THE TASK — Copy out each line below containing "lists".

========

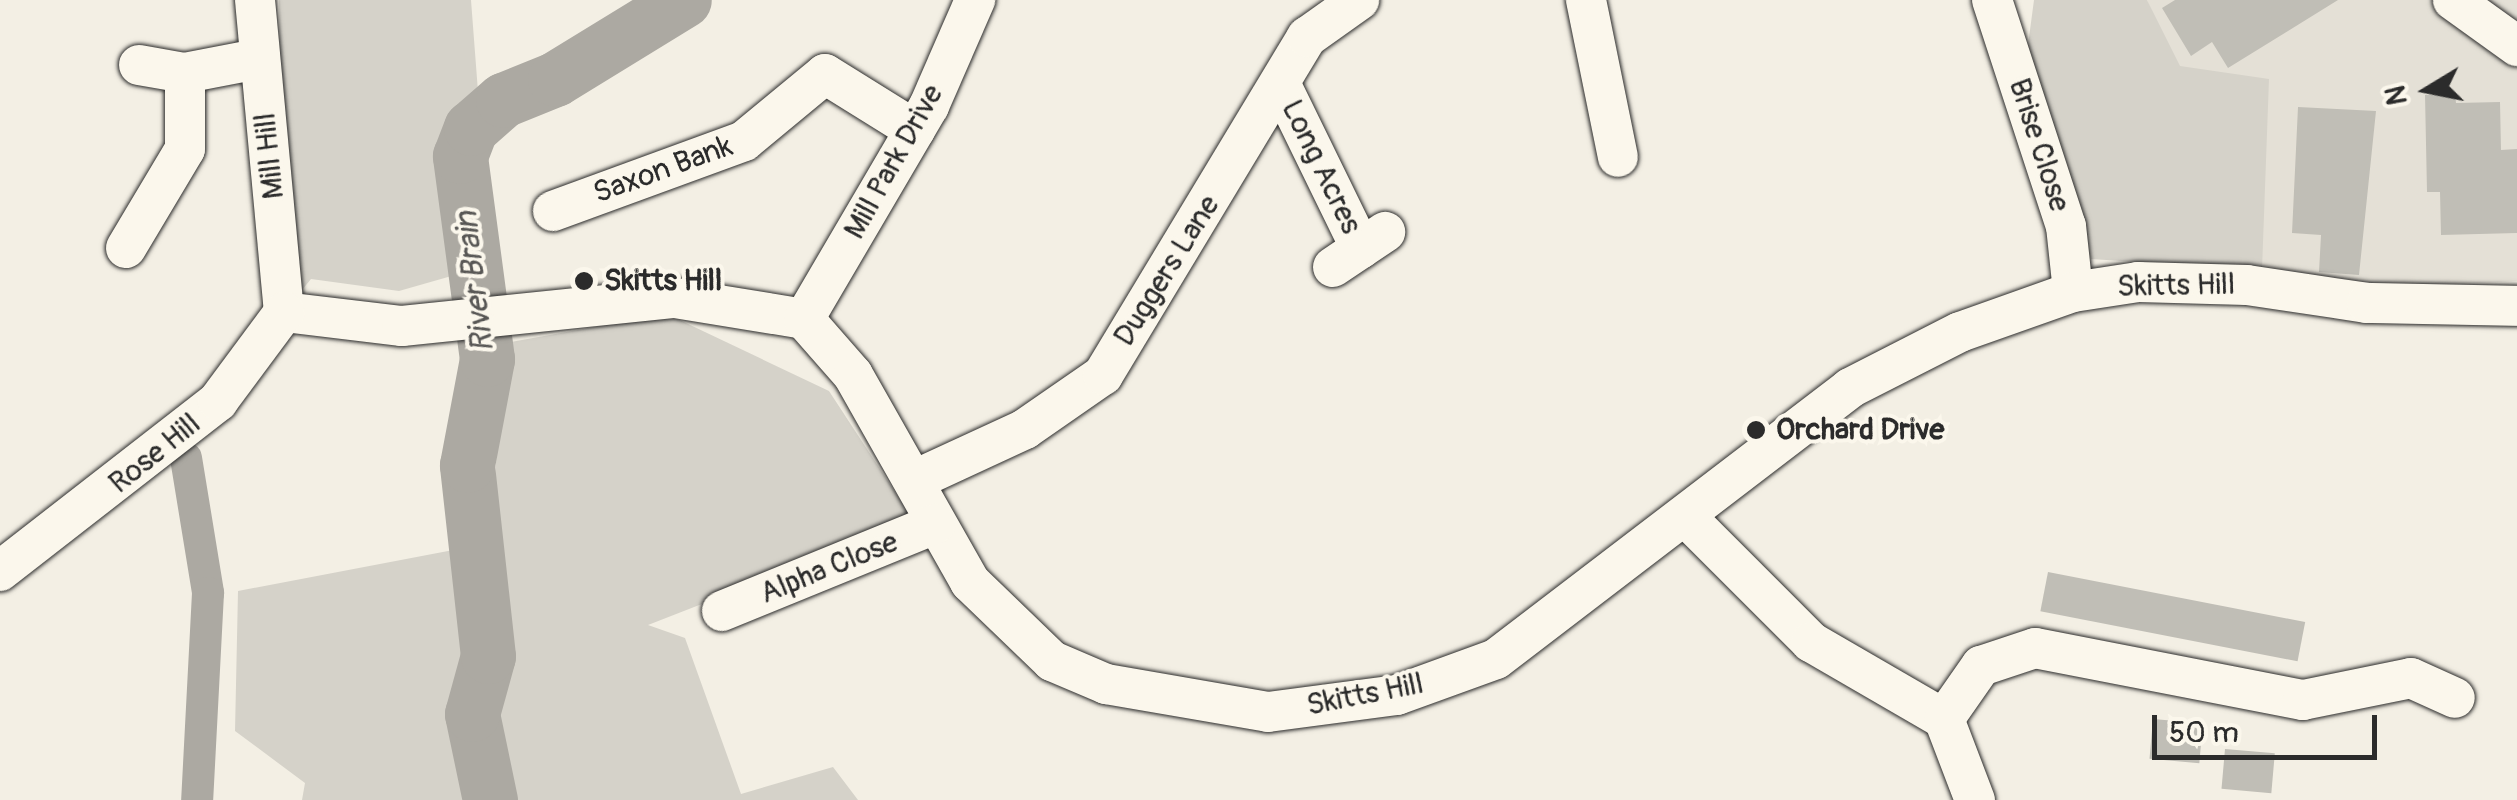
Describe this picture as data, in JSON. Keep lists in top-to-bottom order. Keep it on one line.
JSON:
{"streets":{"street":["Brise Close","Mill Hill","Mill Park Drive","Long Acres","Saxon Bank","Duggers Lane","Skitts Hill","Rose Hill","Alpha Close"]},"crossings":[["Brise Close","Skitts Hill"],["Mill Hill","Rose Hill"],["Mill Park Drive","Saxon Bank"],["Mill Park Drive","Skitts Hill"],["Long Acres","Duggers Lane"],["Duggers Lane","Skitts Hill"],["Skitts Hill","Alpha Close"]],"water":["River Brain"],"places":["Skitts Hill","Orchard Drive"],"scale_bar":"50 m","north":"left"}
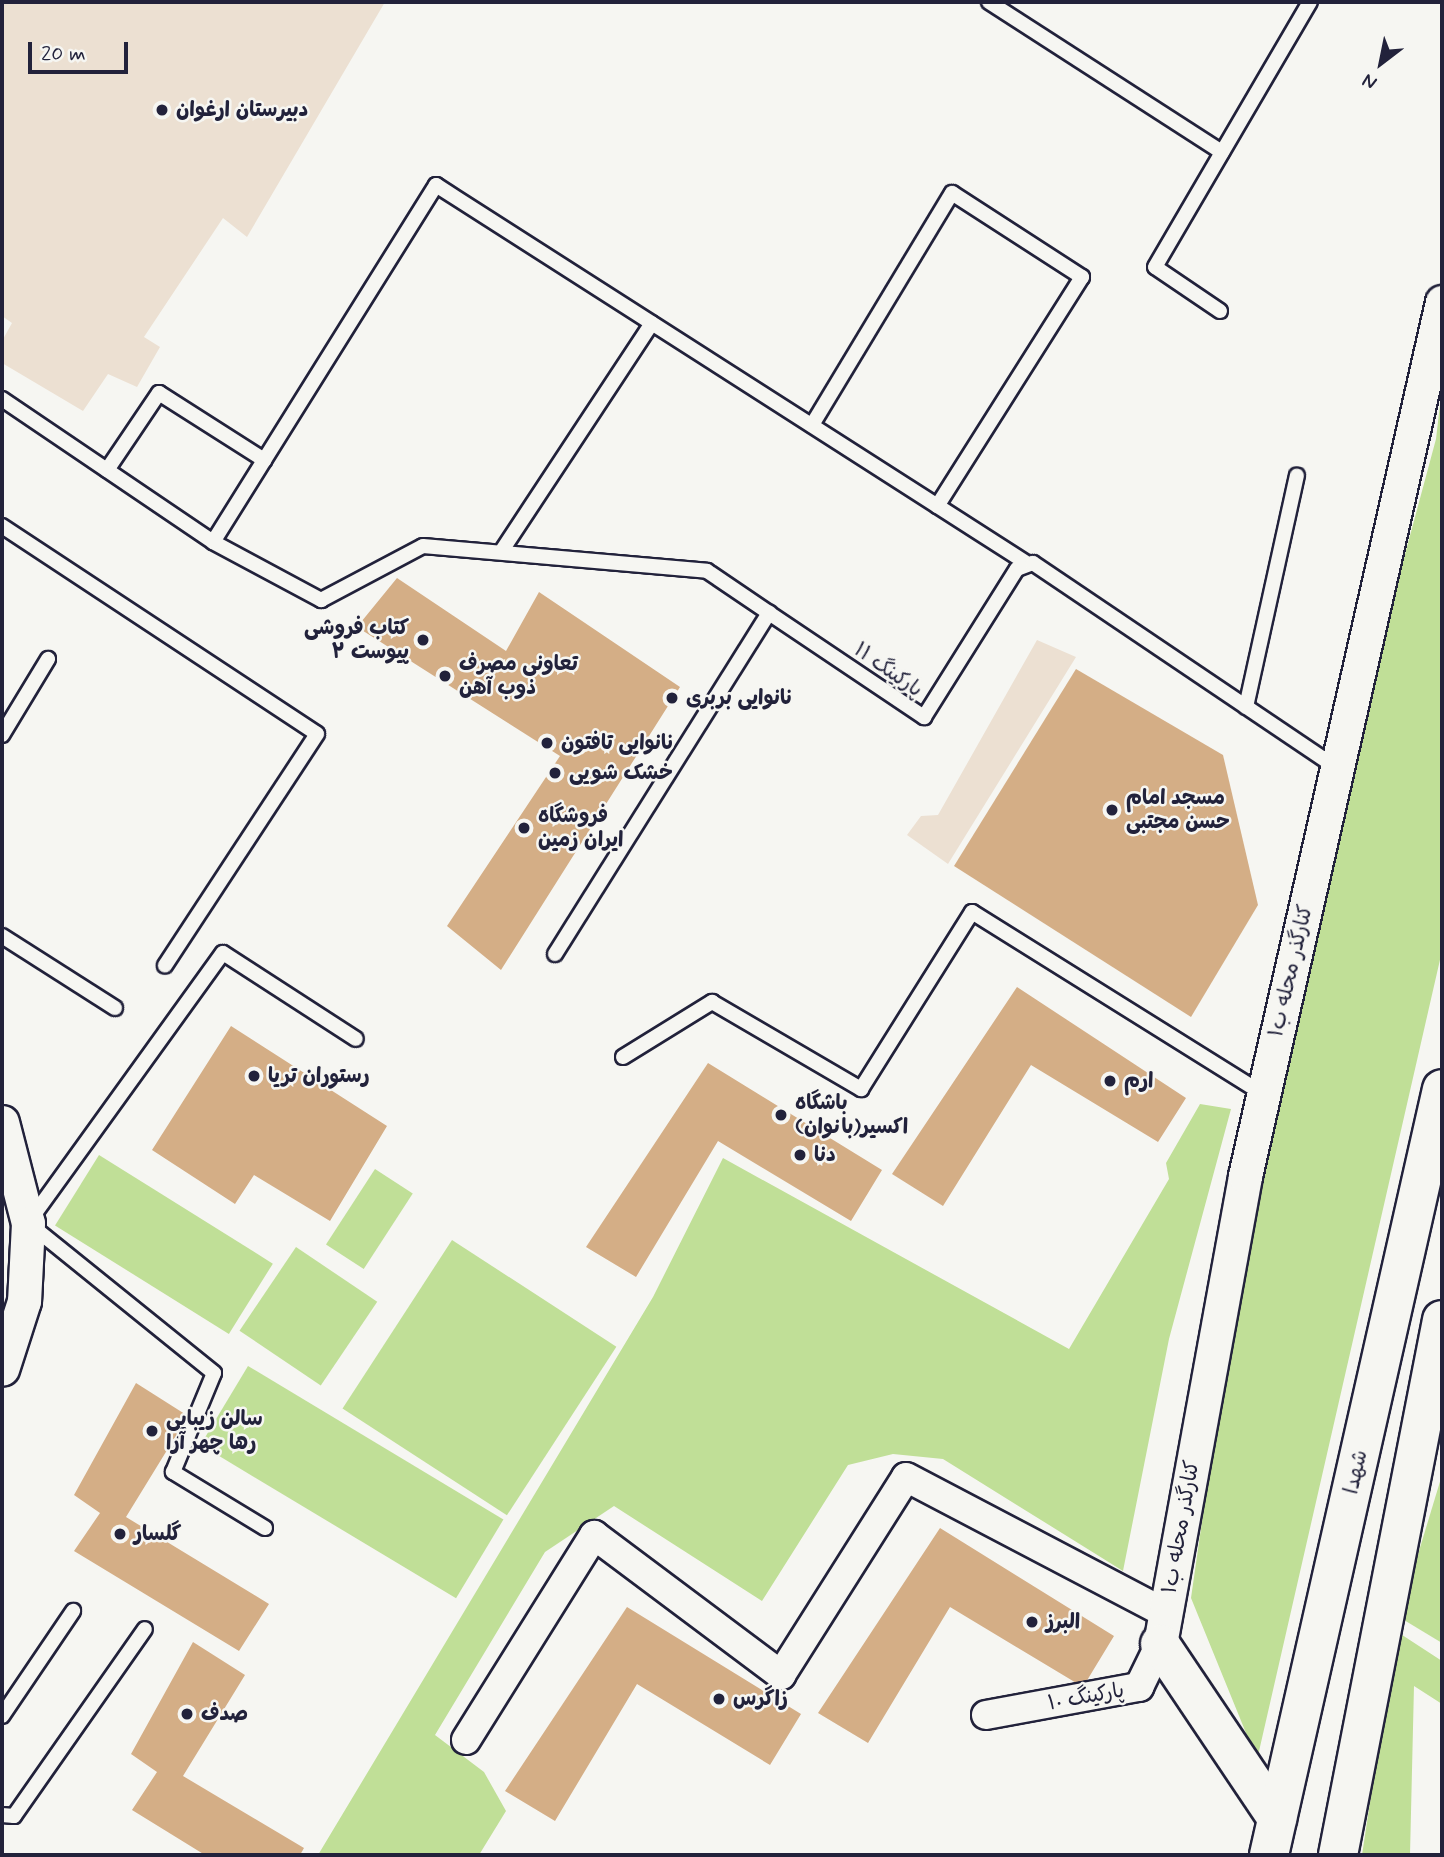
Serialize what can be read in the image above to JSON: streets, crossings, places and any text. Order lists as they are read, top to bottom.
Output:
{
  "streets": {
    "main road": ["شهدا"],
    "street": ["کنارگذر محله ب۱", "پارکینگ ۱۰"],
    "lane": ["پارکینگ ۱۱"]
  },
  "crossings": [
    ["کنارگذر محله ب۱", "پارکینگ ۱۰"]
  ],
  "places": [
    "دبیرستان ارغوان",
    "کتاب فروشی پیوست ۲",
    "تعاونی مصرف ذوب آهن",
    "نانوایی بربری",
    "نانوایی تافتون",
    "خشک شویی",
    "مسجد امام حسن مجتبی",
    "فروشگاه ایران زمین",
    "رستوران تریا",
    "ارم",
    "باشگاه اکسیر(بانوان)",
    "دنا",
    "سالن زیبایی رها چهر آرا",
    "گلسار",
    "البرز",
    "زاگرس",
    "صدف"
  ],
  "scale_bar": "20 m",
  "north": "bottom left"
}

========

EXERCISE OUTPUT —
Describe this picture as data, in JSON. Keep lists in top-to-bottom order. Keep it on one line.
Serialize what can be read in the image above to JSON: streets, crossings, places and any text. Order lists as they are read, top to bottom.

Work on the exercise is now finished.